The task -
Where does the string "Irapuato" occur in the entries below? Copy every line where it does.

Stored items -

*** Begin section ***

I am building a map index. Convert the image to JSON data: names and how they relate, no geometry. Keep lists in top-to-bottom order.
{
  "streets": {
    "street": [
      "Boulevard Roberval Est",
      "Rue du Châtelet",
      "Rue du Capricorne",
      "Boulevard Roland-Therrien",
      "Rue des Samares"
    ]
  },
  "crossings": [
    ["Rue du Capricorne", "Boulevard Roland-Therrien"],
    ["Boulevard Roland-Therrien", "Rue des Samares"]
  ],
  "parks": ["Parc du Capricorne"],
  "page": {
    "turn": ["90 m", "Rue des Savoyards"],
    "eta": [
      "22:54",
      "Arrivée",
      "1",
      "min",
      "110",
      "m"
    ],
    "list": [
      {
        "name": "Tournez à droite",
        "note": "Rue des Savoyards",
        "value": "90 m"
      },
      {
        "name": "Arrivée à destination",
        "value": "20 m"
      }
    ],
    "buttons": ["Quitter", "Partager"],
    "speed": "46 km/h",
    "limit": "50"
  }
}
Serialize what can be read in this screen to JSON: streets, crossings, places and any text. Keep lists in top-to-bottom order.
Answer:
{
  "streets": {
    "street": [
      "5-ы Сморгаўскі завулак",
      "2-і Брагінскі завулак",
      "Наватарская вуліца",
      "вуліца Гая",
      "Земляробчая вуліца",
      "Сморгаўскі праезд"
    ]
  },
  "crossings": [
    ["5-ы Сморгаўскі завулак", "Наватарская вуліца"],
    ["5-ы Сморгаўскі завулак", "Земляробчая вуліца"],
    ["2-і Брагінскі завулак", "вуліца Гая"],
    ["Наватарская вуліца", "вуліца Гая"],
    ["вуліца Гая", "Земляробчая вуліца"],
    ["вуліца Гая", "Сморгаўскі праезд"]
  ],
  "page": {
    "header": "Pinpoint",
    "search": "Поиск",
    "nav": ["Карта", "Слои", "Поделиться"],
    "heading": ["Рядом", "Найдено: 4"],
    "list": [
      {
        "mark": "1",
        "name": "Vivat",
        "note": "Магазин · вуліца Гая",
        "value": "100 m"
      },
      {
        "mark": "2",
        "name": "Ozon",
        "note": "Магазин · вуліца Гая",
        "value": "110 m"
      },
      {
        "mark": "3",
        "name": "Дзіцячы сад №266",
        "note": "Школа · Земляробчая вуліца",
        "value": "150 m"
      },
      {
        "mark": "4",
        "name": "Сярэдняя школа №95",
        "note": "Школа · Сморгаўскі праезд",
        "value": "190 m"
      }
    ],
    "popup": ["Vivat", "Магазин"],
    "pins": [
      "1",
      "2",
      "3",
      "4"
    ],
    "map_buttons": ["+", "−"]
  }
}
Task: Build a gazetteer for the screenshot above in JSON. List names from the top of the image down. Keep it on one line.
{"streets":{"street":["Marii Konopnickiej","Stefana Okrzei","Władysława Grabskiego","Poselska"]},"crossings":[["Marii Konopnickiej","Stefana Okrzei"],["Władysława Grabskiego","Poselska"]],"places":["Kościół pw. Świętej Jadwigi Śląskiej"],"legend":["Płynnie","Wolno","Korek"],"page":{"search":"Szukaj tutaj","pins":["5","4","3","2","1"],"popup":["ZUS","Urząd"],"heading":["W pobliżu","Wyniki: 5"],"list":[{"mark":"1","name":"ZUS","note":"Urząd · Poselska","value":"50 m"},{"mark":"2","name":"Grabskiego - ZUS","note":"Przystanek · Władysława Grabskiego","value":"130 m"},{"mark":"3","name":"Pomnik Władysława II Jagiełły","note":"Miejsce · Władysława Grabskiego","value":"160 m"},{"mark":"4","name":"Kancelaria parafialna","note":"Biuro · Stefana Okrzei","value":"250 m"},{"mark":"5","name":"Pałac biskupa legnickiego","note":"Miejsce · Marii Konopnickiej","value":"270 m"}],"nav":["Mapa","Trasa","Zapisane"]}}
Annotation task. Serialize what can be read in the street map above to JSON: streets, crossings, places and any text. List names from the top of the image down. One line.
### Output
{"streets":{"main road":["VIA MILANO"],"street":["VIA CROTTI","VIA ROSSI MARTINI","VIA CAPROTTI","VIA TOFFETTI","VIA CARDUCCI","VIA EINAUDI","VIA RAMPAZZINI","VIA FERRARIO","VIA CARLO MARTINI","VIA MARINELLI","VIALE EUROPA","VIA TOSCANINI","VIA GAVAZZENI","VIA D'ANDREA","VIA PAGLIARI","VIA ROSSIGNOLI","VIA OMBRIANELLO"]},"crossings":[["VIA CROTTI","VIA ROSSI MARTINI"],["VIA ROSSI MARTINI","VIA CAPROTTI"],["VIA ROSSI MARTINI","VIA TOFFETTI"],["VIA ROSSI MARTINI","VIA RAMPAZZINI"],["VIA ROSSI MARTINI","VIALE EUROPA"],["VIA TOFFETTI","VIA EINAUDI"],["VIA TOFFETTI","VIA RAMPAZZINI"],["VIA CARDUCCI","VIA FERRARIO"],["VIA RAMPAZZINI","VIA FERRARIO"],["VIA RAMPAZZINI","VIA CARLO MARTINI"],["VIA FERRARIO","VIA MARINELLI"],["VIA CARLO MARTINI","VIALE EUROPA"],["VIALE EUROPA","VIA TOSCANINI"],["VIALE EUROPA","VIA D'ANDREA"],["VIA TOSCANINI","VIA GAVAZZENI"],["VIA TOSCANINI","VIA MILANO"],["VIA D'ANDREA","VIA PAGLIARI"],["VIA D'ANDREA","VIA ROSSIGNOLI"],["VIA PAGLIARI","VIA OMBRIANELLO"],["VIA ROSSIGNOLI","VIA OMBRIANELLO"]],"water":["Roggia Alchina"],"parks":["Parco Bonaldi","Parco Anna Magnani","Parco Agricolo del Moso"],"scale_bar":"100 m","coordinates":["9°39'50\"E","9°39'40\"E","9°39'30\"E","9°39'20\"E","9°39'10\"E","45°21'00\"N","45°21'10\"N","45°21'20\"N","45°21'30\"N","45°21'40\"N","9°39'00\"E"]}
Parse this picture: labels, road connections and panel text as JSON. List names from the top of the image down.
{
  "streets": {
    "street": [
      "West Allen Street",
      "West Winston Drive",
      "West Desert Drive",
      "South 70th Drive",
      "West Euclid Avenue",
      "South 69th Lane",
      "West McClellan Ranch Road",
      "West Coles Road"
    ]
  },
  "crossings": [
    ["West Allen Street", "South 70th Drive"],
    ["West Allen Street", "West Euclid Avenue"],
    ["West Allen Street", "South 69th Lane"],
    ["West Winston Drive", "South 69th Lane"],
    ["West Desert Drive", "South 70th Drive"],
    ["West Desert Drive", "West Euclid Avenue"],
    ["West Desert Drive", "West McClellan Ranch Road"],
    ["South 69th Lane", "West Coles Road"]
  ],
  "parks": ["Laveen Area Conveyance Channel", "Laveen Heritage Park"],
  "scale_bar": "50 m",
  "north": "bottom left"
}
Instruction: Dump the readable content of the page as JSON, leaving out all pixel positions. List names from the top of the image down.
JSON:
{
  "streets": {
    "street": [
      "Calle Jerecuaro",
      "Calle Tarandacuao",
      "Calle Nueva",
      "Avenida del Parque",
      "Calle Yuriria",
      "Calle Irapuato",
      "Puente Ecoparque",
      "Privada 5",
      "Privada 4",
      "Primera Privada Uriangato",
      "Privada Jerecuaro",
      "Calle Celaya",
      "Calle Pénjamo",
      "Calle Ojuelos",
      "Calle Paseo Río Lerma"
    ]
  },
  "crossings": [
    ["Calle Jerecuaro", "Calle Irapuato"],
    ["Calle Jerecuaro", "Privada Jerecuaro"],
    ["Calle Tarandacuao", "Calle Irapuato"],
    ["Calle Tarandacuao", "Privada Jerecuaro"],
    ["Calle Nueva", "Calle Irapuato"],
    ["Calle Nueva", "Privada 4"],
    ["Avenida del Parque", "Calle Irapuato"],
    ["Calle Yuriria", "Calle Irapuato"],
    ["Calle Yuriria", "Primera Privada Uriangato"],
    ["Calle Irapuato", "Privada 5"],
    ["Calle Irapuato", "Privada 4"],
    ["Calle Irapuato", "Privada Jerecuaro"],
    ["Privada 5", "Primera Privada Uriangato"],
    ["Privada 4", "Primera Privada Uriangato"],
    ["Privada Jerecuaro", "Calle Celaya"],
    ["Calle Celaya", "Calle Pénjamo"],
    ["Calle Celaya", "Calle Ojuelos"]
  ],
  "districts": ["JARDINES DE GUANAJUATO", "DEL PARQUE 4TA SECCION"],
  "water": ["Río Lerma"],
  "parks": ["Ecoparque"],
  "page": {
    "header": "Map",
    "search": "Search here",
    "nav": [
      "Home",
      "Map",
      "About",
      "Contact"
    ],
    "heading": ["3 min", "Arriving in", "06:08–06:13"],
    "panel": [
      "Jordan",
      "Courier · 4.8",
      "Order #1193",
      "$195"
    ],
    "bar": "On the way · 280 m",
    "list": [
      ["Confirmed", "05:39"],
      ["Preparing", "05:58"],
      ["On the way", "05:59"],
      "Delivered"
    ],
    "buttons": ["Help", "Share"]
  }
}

*** End section ***

Completed task -
      "Calle Irapuato",
    ["Calle Jerecuaro", "Calle Irapuato"],
    ["Calle Tarandacuao", "Calle Irapuato"],
    ["Calle Nueva", "Calle Irapuato"],
    ["Avenida del Parque", "Calle Irapuato"],
    ["Calle Yuriria", "Calle Irapuato"],
    ["Calle Irapuato", "Privada 5"],
    ["Calle Irapuato", "Privada 4"],
    ["Calle Irapuato", "Privada Jerecuaro"],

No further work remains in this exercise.